9. The computer-implemented method of claim 8, further comprising:

computing, by the system, the less than a full set of A-matrix elements employing data from observed bitstrings.

10. The computer-implemented method of claim 8,

performing, by the system, the error mitigation without constructing an A-matrix.

11. The computer-implemented method of claim 9,

employing, by the system, a renormalization factor relative to one or more of the observed bitstrings.

12. The computer-implemented method of claim 8,

employing, by the system, a function evaluator using noisy bitstring data and one or more calibration factors to compute the less than a full set of A-matrix elements.

13. The computer-implemented method of claim 8,

employing, by the system, an iterative solver using the less than a full set of A-matrix elements as an initial input set.

14. The computer-implemented method of claim 13,

employing, by the system, a preconditioner relative to the initial input set prior to employing the iterative solver.

15. A computer program product facilitating error mitigation, the computer program product comprising a computer readable storage medium having program instructions embodied therewith, the program instructions executable by a processor of the system to cause the processor to:

perform, by the processor, error mitigation employing less than a full set of assignment matrix (A-matrix) elements.

16. The computer program product of claim 15, wherein the program instructions are further executable to cause the processor to:

compute, by the processor, the less than a full set of A-matrix elements employing data from observed bitstrings.

17. The computer program product of claim 15, wherein the program instructions are further executable to cause the processor to:

perform, by the processor, the error mitigation without constructing an A-matrix.

18. The computer program product of claim 16, wherein the program instructions are further executable to cause the processor to:

employ, by the processor, a renormalization factor relative to one or more of the observed bitstrings.

19. The computer program product of claim 15, wherein the program instructions are further executable to cause the processor to:

employ, by the processor, a function evaluator using noisy bitstring data and one or more calibration factors to compute the less than a full set of A-matrix elements.
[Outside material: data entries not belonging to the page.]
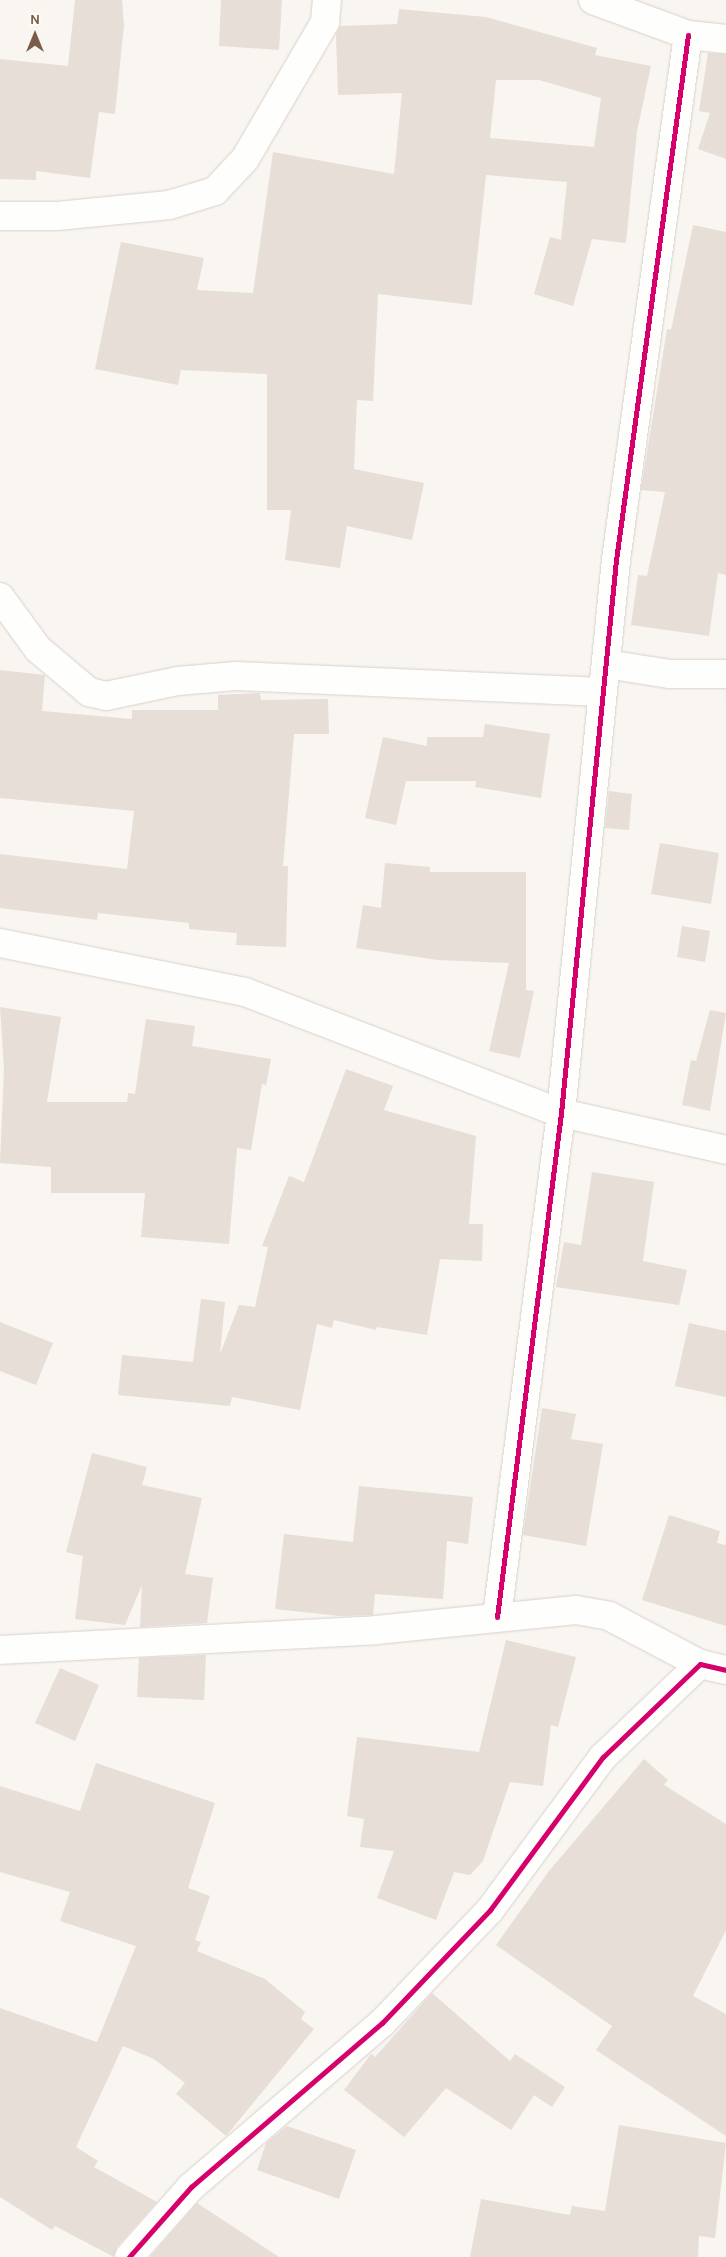 <!DOCTYPE html>
<html>
<head>
<meta charset="utf-8">
<style>
	body { margin:0 }
	#map { position:relative; width:726px; height:2257px; overflow:hidden; background:#f9f5f0; font-family:Karla,sans-serif }
	div>[style] { position:absolute }
	.building>* { inset:0; background:#e6ded7 }
	.roads { filter:drop-shadow(0 0 1px #d7d1cb) drop-shadow(0 0 1px #d7d1cb) }
	.street>* { height:28px; margin:-14px; padding:0 14px; transform-origin:14px; border-radius:14px; background:#fefefd }
	.cycleway>* { height:5px; margin:-2.5px; padding:0 2.5px; transform-origin:2.5px; border-radius:2.5px; background:#d6006c }
	span { translate:-50% -50%; white-space:nowrap; text-align:center; line-height:1.15; -webkit-text-stroke:5px #fffaf3; paint-order:stroke }
	.north { position:absolute; left:10px; top:10px; width:50px; height:50px; -webkit-text-stroke:4px #fffaf3; paint-order:stroke; rotate:0deg; font-size:14px; font-weight:700; line-height:20px; text-align:center; color:#7a5c4d }
	.north::after { content:''; display:block; margin:auto; width:18px; height:22px; background:#7a5c4d; clip-path:polygon(50% 0,100% 100%,50% 72%,0 100%) }
</style>
</head>
<body>
<div id="map">
	<div class="building">
		<div style="clip-path:polygon(75px 0,122px 0,124px 25px,115px 114px,99px 112px,90px 178px,36px 171px,36px 180px,0 179px,0 59px,68px 66px)"></div>
		<div style="clip-path:polygon(221px 0,282px 0,279px 50px,219px 46px)"></div>
		<div style="clip-path:polygon(evenodd,399px 9px,486px 17px,597px 48px,595px 55px,651px 66px,637px 131px,626px 243px,592px 239px,573px 306px,534px 294px,550px 237px,561px 240px,567px 182px,486px 175px,472px 305px,378px 294px,373px 401px,357px 400px,354px 469px,424px 483px,412px 540px,347px 526px,340px 568px,285px 560px,291px 510px,267px 510px,267px 374px,181px 370px,178px 385px,95px 369px,121px 242px,204px 258px,197px 290px,253px 293px,273px 152px,394px 174px,402px 93px,338px 95px,336px 35px,340px 26px,397px 24px,399px 9px,496px 80px,539px 80px,601px 98px,594px 147px,490px 138px,496px 80px)"></div>
		<div style="clip-path:polygon(708px 53px,726px 54px,726px 159px,698px 149px,710px 113px,699px 111px)"></div>
		<div style="clip-path:polygon(693px 225px,726px 232px,726px 575px,718px 573px,709px 636px,631px 625px,638px 575px,647px 576px,665px 492px,641px 490px,667px 329px,671px 330px)"></div>
		<div style="clip-path:polygon(0 670px,45px 675px,42px 711px,132px 719px,132px 710px,218px 710px,218px 695px,260px 693px,261px 700px,328px 699px,329px 734px,294px 734px,283px 866px,288px 866px,286px 947px,236px 945px,237px 933px,189px 929px,189px 923px,98px 913px,97px 920px,0 908px,0 854px,127px 869px,134px 811px,0 798px)"></div>
		<div style="clip-path:polygon(485px 724px,550px 734px,541px 798px,475px 787px,476px 781px,406px 781px,396px 825px,365px 818px,383px 737px,427px 746px,427px 737px,483px 737px)"></div>
		<div style="clip-path:polygon(609px 791px,632px 794px,629px 830px,605px 828px)"></div>
		<div style="clip-path:polygon(660px 843px,719px 853px,711px 904px,651px 894px)"></div>
		<div style="clip-path:polygon(385px 863px,430px 867px,430px 872px,526px 872px,526px 990px,534px 991px,520px 1058px,489px 1051px,509px 963px,438px 960px,356px 948px,363px 905px,381px 908px)"></div>
		<div style="clip-path:polygon(682px 926px,710px 931px,705px 962px,677px 957px)"></div>
		<div style="clip-path:polygon(0 1007px,61px 1017px,47px 1102px,127px 1102px,128px 1093px,135px 1094px,146px 1019px,195px 1026px,192px 1046px,271px 1059px,266px 1085px,262px 1084px,251px 1150px,237px 1148px,229px 1244px,141px 1237px,145px 1193px,51px 1193px,51px 1167px,0 1163px,4px 1069px)"></div>
		<div style="clip-path:polygon(710px 1010px,726px 1013px,710px 1111px,682px 1105px,691px 1060px,696px 1061px)"></div>
		<div style="clip-path:polygon(346px 1069px,393px 1086px,384px 1110px,476px 1136px,469px 1224px,483px 1224px,482px 1261px,440px 1259px,427px 1335px,377px 1327px,376px 1330px,334px 1320px,332px 1328px,317px 1324px,300px 1410px,232px 1397px,230px 1406px,118px 1395px,122px 1355px,193px 1362px,201px 1299px,225px 1302px,220px 1354px,239px 1305px,255px 1307px,268px 1247px,262px 1246px,289px 1176px,304px 1182px)"></div>
		<div style="clip-path:polygon(592px 1172px,654px 1182px,643px 1261px,687px 1270px,679px 1305px,556px 1287px,564px 1242px,581px 1245px)"></div>
		<div style="clip-path:polygon(0 1322px,53px 1343px,36px 1385px,0 1371px)"></div>
		<div style="clip-path:polygon(689px 1323px,726px 1331px,726px 1397px,675px 1386px)"></div>
		<div style="clip-path:polygon(542px 1408px,576px 1414px,571px 1439px,603px 1444px,586px 1546px,523px 1535px)"></div>
		<div style="clip-path:polygon(92px 1453px,147px 1467px,142px 1485px,202px 1498px,185px 1574px,213px 1578px,207px 1623px,140px 1627px,142px 1585px,125px 1625px,75px 1619px,83px 1556px,66px 1552px)"></div>
		<div style="clip-path:polygon(359px 1486px,473px 1497px,468px 1544px,447px 1541px,443px 1599px,375px 1594px,373px 1615px,340px 1616px,275px 1609px,284px 1534px,353px 1542px)"></div>
		<div style="clip-path:polygon(669px 1515px,720px 1531px,717px 1543px,726px 1545px,726px 1626px,642px 1600px)"></div>
		<div style="clip-path:polygon(506px 1640px,576px 1657px,558px 1727px,551px 1725px,543px 1786px,510px 1782px,483px 1861px,470px 1875px,454px 1872px,436px 1920px,377px 1898px,394px 1851px,360px 1847px,364px 1819px,347px 1816px,357px 1737px,479px 1752px)"></div>
		<div style="clip-path:polygon(206px 1655px,204px 1700px,137px 1697px,139px 1658px)"></div>
		<div style="clip-path:polygon(60px 1668px,99px 1685px,75px 1741px,35px 1723px)"></div>
		<div style="clip-path:polygon(644px 1759px,668px 1780px,664px 1785px,726px 1824px,726px 1930px,693px 1996px,726px 2014px,726px 2136px,596px 2050px,612px 2026px,496px 1945px,549px 1871px)"></div>
		<div style="clip-path:polygon(96px 1763px,215px 1803px,188px 1888px,210px 1896px,195px 1940px,201px 1942px,197px 1951px,265px 1979px,305px 2012px,301px 2019px,314px 2029px,226px 2136px,176px 2094px,185px 2083px,154px 2059px,123px 2046px,76px 2147px,98px 2161px,94px 2167px,157px 2202px,117px 2247px,114px 2257px,55px 2226px,52px 2230px,0 2197px,0 2008px,97px 2042px,136px 1946px,60px 1921px,70px 1892px,0 1872px,0 1786px,80px 1811px)"></div>
		<div style="clip-path:polygon(432px 1993px,510px 2061px,515px 2054px,565px 2087px,552px 2107px,534px 2095px,511px 2130px,446px 2088px,404px 2137px,344px 2090px,371px 2054px,375px 2057px)"></div>
		<div style="clip-path:polygon(619px 2125px,726px 2143px,715px 2238px,699px 2236px,698px 2257px,470px 2257px,481px 2199px,570px 2215px,572px 2206px,605px 2211px)"></div>
		<div style="clip-path:polygon(287px 2126px,356px 2150px,339px 2199px,257px 2170px,266px 2143px)"></div>
		<div style="clip-path:polygon(197px 2203px,279px 2257px,150px 2257px)"></div>
	</div>
	<div class="roads">
		<div class="street">
			<div style="left:593px;top:0;width:101px;rotate:20.2deg"></div>
			<div style="left:688px;top:35px;width:38px;rotate:6deg"></div>
			<div style="left:0;top:216px;width:57px"></div>
			<div style="left:57px;top:216px;width:113px;rotate:-5.6deg"></div>
			<div style="left:169px;top:205px;width:48px;rotate:-16.9deg"></div>
			<div style="left:215px;top:191px;width:44px;rotate:-46.8deg"></div>
			<div style="left:245px;top:159px;width:159px;rotate:-59.7deg"></div>
			<div style="left:325px;top:22px;width:22px;rotate:-85deg"></div>
			<div style="left:0;top:597px;width:64px;rotate:53.8deg"></div>
			<div style="left:38px;top:649px;width:67px;rotate:40.1deg"></div>
			<div style="left:89px;top:692px;width:17px;rotate:13deg"></div>
			<div style="left:106px;top:696px;width:74px;rotate:-11.8deg"></div>
			<div style="left:178px;top:681px;width:58px;rotate:-4.9deg"></div>
			<div style="left:236px;top:676px;width:367px;rotate:2.5deg"></div>
			<div style="left:606px;top:664px;width:65px;rotate:8.9deg"></div>
			<div style="left:670px;top:674px;width:56px"></div>
			<div style="left:0;top:943px;width:250px;rotate:11.3deg"></div>
			<div style="left:245px;top:992px;width:338px;rotate:21deg"></div>
			<div style="left:561px;top:1113px;width:169px;rotate:12.6deg"></div>
			<div style="left:497px;top:1617px;width:508px;rotate:-82.76deg"></div>
			<div style="left:561px;top:1113px;width:556px;rotate:-84.32deg"></div>
			<div style="left:616px;top:560px;width:530px;rotate:-82.19deg"></div>
			<div style="left:0;top:1650px;width:377px;rotate:-3deg"></div>
			<div style="left:376px;top:1630px;width:201px;rotate:-5.7deg"></div>
			<div style="left:576px;top:1610px;width:34px;rotate:10deg"></div>
			<div style="left:609px;top:1616px;width:103px;rotate:27.8deg"></div>
			<div style="left:129px;top:2257px;width:94px;rotate:-48.5deg"></div>
			<div style="left:191px;top:2187px;width:252px;rotate:-40.7deg"></div>
			<div style="left:382px;top:2023px;width:156px;rotate:-46.3deg"></div>
			<div style="left:490px;top:1910px;width:190px;rotate:-53.6deg"></div>
			<div style="left:603px;top:1757px;width:134px;rotate:-43.8deg"></div>
			<div style="left:700px;top:1664px;width:27px;rotate:13deg"></div>
		</div>
	</div>
	<div class="cycleway">
		<div style="left:497px;top:1617px;width:508px;rotate:-82.76deg"></div>
		<div style="left:561px;top:1113px;width:556px;rotate:-84.32deg"></div>
		<div style="left:616px;top:560px;width:530px;rotate:-82.19deg"></div>
		<div style="left:129px;top:2257px;width:94px;rotate:-48.5deg"></div>
		<div style="left:191px;top:2187px;width:252px;rotate:-40.7deg"></div>
		<div style="left:382px;top:2023px;width:156px;rotate:-46.3deg"></div>
		<div style="left:490px;top:1910px;width:190px;rotate:-53.6deg"></div>
		<div style="left:603px;top:1757px;width:134px;rotate:-43.8deg"></div>
		<div style="left:700px;top:1664px;width:27px;rotate:13deg"></div>
	</div>
	<div class="north">N</div>
</div>
</body>
</html>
20. The computer program product of claim 15, wherein the program instructions are further executable to cause the processor to:

employ, by the processor, an iterative solver using the less than a full set of A-matrix elements as an initial input set.
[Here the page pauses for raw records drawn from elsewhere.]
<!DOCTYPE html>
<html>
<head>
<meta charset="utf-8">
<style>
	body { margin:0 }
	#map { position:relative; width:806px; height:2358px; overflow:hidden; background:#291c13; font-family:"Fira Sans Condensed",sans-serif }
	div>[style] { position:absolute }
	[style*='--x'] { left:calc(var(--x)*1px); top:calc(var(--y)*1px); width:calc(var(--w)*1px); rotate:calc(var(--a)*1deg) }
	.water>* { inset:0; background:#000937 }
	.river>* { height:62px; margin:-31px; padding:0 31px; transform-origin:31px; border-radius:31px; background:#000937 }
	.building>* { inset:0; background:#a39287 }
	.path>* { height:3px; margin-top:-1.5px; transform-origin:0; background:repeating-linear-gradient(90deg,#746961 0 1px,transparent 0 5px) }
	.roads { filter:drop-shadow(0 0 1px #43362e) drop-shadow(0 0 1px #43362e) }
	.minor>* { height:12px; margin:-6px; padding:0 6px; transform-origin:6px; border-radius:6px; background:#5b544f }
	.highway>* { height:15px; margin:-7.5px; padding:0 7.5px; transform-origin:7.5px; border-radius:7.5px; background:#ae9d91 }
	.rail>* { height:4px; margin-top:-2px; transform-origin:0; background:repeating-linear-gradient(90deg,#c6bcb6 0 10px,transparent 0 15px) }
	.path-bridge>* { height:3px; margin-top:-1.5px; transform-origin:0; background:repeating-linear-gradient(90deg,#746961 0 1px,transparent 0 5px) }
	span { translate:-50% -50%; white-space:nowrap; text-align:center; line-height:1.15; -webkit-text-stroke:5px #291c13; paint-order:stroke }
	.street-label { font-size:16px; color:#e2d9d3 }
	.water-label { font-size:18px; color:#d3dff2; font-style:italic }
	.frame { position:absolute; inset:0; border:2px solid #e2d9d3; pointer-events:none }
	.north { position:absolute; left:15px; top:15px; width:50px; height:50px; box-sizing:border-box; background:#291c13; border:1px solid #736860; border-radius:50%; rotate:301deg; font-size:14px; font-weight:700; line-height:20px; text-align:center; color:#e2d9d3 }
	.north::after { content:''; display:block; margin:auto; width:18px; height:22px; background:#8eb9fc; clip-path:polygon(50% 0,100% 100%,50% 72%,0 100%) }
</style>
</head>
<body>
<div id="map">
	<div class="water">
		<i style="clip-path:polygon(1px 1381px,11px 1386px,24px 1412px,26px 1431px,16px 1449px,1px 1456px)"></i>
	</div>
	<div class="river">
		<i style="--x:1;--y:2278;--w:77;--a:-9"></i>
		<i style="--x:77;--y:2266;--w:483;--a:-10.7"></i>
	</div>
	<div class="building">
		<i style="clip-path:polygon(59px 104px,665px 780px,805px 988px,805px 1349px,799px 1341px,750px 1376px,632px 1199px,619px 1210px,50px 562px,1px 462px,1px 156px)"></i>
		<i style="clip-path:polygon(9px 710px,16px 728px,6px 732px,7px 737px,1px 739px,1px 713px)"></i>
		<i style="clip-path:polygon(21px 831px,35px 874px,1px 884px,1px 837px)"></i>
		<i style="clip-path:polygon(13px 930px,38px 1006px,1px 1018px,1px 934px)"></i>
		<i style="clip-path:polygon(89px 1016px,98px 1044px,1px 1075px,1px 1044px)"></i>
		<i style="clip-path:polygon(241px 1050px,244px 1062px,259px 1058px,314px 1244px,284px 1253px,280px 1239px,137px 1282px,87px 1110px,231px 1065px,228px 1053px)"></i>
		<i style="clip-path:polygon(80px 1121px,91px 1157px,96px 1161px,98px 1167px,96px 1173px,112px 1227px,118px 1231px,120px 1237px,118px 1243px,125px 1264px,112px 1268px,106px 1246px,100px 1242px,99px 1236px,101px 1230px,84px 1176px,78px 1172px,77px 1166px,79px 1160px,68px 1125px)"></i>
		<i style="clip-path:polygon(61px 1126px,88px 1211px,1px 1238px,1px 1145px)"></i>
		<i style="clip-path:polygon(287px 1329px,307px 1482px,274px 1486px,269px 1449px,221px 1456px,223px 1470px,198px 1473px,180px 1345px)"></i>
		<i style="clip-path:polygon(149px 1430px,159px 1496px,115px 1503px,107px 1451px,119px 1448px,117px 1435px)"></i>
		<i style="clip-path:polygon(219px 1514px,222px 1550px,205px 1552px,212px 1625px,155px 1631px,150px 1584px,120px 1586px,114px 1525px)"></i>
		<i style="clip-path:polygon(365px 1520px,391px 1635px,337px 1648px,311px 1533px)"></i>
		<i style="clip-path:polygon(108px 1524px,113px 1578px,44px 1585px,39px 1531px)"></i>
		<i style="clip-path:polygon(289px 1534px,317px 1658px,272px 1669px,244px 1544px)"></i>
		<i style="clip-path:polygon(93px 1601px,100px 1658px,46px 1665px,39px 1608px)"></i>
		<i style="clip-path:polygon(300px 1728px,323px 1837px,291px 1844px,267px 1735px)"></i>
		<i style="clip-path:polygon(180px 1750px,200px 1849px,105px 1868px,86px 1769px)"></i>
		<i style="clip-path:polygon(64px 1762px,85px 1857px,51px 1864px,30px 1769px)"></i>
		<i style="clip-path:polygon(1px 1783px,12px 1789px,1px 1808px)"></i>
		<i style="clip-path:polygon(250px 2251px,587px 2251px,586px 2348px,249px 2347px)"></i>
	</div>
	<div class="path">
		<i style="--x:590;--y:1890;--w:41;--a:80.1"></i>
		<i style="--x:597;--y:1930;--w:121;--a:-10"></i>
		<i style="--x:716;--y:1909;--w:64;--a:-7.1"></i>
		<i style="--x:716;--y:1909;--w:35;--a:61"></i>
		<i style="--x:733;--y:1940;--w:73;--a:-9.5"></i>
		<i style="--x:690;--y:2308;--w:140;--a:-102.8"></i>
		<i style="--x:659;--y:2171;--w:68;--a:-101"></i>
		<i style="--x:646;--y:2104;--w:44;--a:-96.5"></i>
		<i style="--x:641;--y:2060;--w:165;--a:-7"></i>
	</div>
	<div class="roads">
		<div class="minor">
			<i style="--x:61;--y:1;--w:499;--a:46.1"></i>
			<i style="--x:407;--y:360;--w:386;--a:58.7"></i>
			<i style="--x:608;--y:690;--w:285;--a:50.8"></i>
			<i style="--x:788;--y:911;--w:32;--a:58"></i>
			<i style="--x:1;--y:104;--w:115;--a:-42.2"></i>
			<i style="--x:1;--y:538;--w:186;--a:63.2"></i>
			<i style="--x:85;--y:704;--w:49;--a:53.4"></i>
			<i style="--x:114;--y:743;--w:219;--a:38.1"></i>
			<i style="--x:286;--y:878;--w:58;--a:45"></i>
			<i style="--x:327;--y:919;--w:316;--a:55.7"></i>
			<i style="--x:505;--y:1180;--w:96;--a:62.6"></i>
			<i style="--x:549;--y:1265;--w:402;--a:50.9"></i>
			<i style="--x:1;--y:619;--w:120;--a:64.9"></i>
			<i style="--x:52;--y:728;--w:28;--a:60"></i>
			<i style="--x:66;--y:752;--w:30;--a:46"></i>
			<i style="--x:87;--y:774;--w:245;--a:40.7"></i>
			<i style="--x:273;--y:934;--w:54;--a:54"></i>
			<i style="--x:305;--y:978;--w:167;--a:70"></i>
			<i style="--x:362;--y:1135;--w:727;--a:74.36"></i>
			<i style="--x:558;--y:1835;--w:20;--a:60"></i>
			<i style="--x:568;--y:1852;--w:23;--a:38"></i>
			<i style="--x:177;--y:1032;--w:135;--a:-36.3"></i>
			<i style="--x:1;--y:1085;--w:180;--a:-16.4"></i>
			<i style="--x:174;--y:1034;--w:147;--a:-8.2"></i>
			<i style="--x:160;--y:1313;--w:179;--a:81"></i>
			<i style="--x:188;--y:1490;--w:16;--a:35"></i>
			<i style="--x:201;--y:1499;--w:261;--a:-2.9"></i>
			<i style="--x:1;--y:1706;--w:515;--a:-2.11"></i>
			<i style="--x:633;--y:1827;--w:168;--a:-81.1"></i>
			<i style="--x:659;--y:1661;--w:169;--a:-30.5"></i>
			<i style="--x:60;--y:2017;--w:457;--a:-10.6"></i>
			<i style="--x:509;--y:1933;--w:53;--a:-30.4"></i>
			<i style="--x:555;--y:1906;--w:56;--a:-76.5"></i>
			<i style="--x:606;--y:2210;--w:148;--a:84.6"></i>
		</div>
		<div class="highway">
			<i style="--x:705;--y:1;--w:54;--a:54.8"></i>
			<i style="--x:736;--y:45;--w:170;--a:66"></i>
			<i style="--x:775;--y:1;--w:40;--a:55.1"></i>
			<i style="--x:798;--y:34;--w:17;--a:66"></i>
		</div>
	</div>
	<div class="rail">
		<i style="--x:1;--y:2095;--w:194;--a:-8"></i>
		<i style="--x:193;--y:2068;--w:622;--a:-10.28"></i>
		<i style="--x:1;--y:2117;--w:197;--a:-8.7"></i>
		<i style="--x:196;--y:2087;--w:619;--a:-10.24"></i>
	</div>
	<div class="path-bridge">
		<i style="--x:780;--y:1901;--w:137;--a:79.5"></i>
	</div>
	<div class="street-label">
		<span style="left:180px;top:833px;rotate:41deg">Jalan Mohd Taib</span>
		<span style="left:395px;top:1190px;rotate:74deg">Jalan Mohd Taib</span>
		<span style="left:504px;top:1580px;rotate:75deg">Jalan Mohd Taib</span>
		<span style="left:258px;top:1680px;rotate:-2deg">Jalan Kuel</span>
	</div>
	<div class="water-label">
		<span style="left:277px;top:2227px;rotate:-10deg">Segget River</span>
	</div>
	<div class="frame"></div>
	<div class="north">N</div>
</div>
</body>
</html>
21. The computer program product of claim 20, wherein the program instructions are further executable to cause the processor to:

employ, by the processor, a preconditioner relative to the initial input set prior to employing the iterative solver.

22. A system, comprising:

a memory that stores computer executable components; and

a processor that executes the computer executable components stored in the memory, wherein the computer executable components comprise: a computation component that performs error mitigation employing less than a full set of assignment matrix (A-matrix) elements that are computed employing only data from observed bitstrings from one or more qubits.

23. The system of claim 22, wherein the computer executable component further comprise:

a determination component that obtains, from a quantum system, noisy measurement data comprising the observed bitstring data.

24. A system, comprising:

a memory that stores computer executable components; and

a processor that executes the computer executable components stored in the memory, wherein the computer executable components comprise: a computation component that performs error mitigation employing an iterative solver using a truncated set of assignment matrix (A-matrix) elements as the initial input set for the iterative solver.

25. The system of claim 24,

wherein the truncated set of A-matrix elements are computed employing only data from observed bitstrings from one or more qubits and without constructing an A-matrix.